How to Recruit D&D Players: Write a Listing That Actually Finds the Right Table

By The Guildhall Team

Most D&D recruitment posts fail before anyone reads them. The GM treats the listing as a sales pitch, writes a paragraph of vibes about the world, lists a Tuesday night slot, and then wonders why the players who show up vanish by session three. The listing is the front door of your campaign. If it filters for fit, your table holds. If it pitches for volume, you spend six weeks recruiting the same seat every month.

This guide is for organizers running tables online, recruiting through r/lfg, an LFG Discord, a hobby-shop board, or a tool like Guildhall's Quest Board. We will cover what a recruitment post is actually doing, the structure of a Listing that survives session three, the questions you should put in the post rather than save for session zero, and the section that most GMs skip entirely.

Why most D&D listings fail before session one

The reason recruiting feels broken is that the dominant template was written for awareness, not fit. Open r/lfg on any given afternoon and you will see fifty posts with the same shape: a system, a vibe, a day of the week, an invitation to DM. They read like trailers. They get applications from everyone whose Tuesday is free, which is exactly the wrong filter.

Tables collapse around four mismatches, and you can predict every one of them from what the recruitment post left out.

Schedule mismatch. Two applicants thought "weekly" meant every Tuesday. The other two thought it meant most Tuesdays. The post said weekly and nothing else.

System and tone mismatch. The GM is running a low-magic homebrew where a healing potion is a quest reward. Three of the applicants are excited to fly griffons by level five. The post said "5e" and gave a one-line setting pitch.

Content boundary mismatch. Topics that are a hard no for one player are taken for granted by another. No one mentioned them in the listing. Session zero was rushed. By session three someone has been ambushed by content they did not consent to.

Reliability mismatch. Some applicants treat a campaign as a recurring appointment. Others treat it as a "maybe if nothing else comes up." The post never asked, so it never filtered.
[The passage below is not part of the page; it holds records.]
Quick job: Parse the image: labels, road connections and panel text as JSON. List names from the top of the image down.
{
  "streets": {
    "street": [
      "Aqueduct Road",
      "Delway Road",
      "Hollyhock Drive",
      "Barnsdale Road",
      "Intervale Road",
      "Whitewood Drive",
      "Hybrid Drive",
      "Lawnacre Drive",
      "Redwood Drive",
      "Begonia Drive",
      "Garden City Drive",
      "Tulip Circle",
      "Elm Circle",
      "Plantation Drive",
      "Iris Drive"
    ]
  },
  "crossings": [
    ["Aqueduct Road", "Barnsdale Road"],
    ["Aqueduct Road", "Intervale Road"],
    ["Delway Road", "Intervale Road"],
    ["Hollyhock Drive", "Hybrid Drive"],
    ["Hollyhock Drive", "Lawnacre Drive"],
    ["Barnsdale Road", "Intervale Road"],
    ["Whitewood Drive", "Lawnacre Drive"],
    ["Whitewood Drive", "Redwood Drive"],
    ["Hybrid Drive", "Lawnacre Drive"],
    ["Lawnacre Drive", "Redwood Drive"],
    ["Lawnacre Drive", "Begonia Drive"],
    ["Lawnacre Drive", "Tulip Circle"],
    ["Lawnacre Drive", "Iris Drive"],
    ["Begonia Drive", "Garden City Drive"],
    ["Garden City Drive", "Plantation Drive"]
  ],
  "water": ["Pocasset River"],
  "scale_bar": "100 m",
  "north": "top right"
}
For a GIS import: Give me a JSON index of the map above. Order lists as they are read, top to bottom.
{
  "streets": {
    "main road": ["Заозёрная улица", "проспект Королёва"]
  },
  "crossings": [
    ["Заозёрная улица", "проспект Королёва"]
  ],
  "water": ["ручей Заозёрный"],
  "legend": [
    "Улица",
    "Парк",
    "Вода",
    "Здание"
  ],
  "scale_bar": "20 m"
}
Every one of these is a listing problem first. Session zero is where these surface late, after you have invested an hour onboarding people who were never going to fit.

What a good D&D recruitment post actually does

Reframe the job. A Listing is not where you persuade people that your table sounds fun. It is where you tell them enough about your table that the wrong people self-select out before they apply. You want fewer applications, not more. You want applications that are already aligned on schedule, system, tone, and content boundaries.

A useful comparison.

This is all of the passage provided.